Return every line of the data that contains the string "Avenue".
[Start of Attachment]
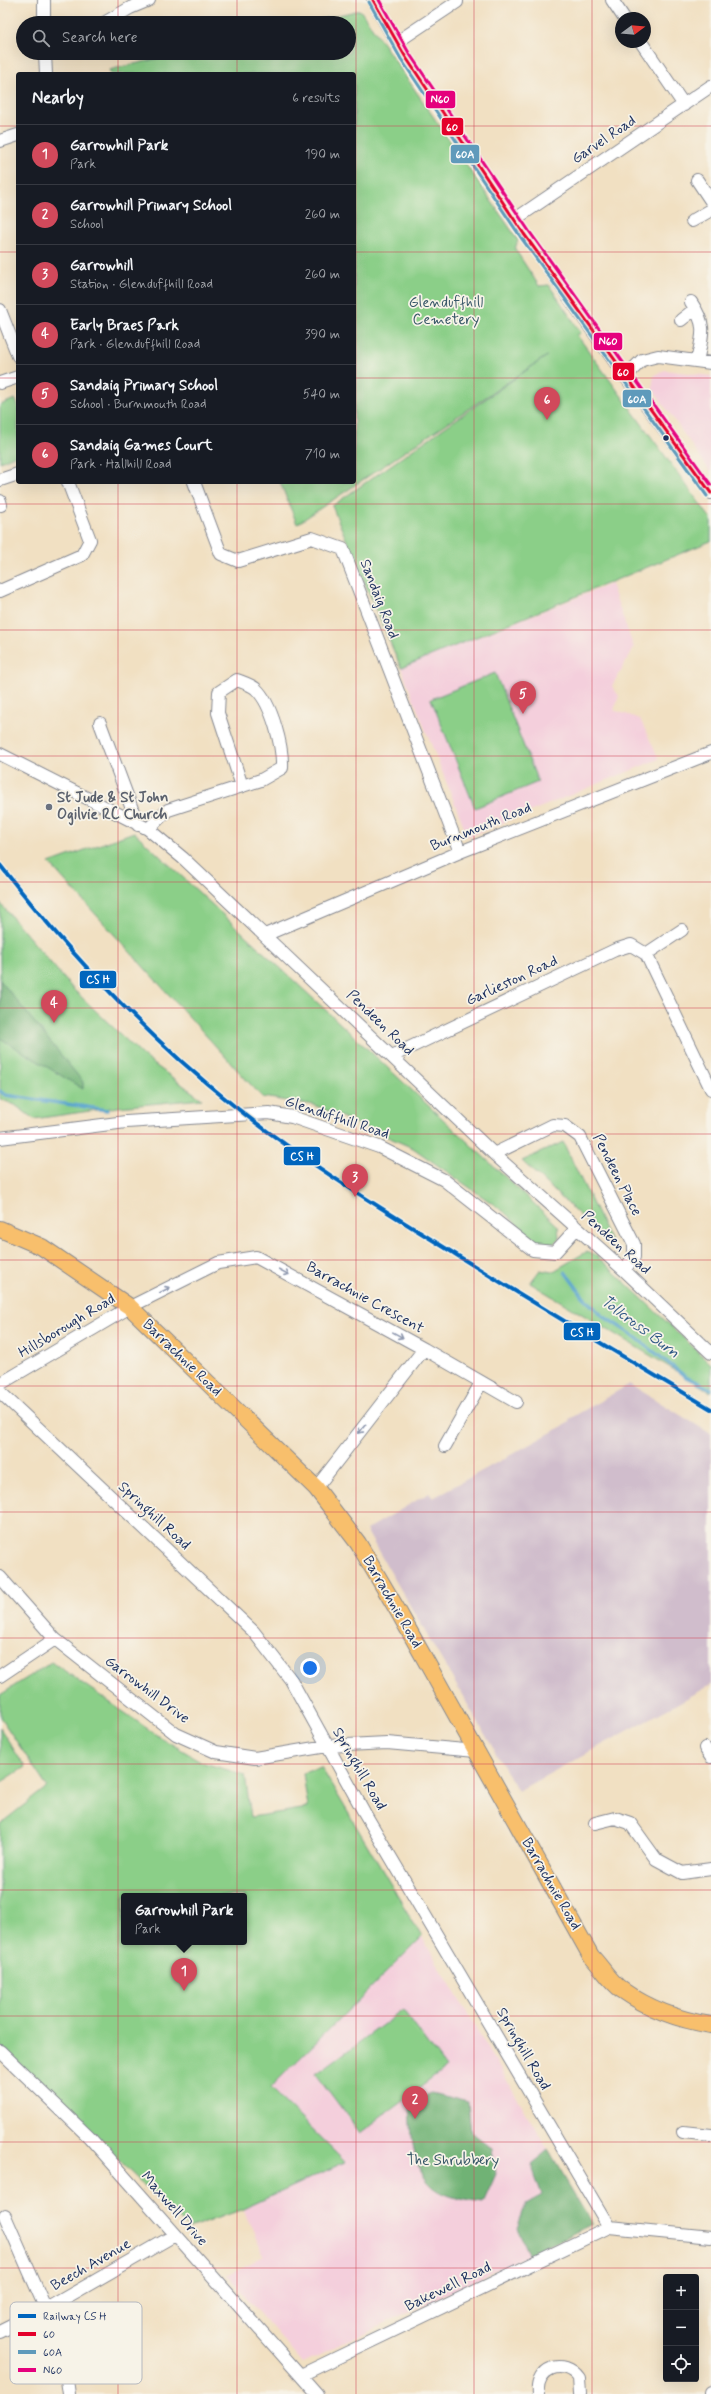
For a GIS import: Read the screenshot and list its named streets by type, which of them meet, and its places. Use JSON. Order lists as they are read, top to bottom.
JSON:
{
  "streets": {
    "main road": ["Barrachnie Road"],
    "street": [
      "Garvel Road",
      "Sandaig Road",
      "Burnmouth Road",
      "Garlieston Road",
      "Pendeen Road",
      "Glenduffhill Road",
      "Pendeen Place",
      "Barrachnie Crescent",
      "Hillsborough Road",
      "Springhill Road",
      "Garrowhill Drive",
      "Maxwell Drive",
      "Beech Avenue",
      "Bakewell Road"
    ]
  },
  "crossings": [
    ["Sandaig Road", "Burnmouth Road"],
    ["Burnmouth Road", "Pendeen Road"],
    ["Garlieston Road", "Pendeen Road"],
    ["Pendeen Road", "Glenduffhill Road"],
    ["Pendeen Road", "Pendeen Place"],
    ["Barrachnie Crescent", "Hillsborough Road"],
    ["Barrachnie Crescent", "Barrachnie Road"],
    ["Hillsborough Road", "Barrachnie Road"],
    ["Barrachnie Road", "Garrowhill Drive"],
    ["Springhill Road", "Garrowhill Drive"],
    ["Springhill Road", "Bakewell Road"],
    ["Maxwell Drive", "Beech Avenue"],
    ["Maxwell Drive", "Bakewell Road"]
  ],
  "water": ["Tollcross Burn"],
  "parks": ["Glenduffhill Cemetery", "The Shrubbery"],
  "places": ["St Jude & St John Ogilvie RC Church"],
  "lines": ["transit line 60", "transit line N60", "transit line 60A"],
  "legend": [
    "Railway CS H",
    "60",
    "60A",
    "N60"
  ],
  "north": "right",
  "page": {
    "search": "Search here",
    "heading": ["Nearby", "6 results"],
    "list": [
      {
        "mark": "1",
        "name": "Garrowhill Park",
        "note": "Park",
        "value": "190 m"
      },
      {
        "mark": "2",
        "name": "Garrowhill Primary School",
        "note": "School",
        "value": "260 m"
      },
      {
        "mark": "3",
        "name": "Garrowhill",
        "note": "Station · Glenduffhill Road",
        "value": "260 m"
      },
      {
        "mark": "4",
        "name": "Early Braes Park",
        "note": "Park · Glenduffhill Road",
        "value": "390 m"
      },
      {
        "mark": "5",
        "name": "Sandaig Primary School",
        "note": "School · Burnmouth Road",
        "value": "540 m"
      },
      {
        "mark": "6",
        "name": "Sandaig Games Court",
        "note": "Park · Hallhill Road",
        "value": "710 m"
      }
    ],
    "pins": [
      "6",
      "5",
      "4",
      "3",
      "1",
      "2"
    ],
    "popup": ["Garrowhill Park", "Park"],
    "map_buttons": ["+", "−"]
  }
}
[End of Attachment]
◆ Result of this task
      "Beech Avenue",
    ["Maxwell Drive", "Beech Avenue"],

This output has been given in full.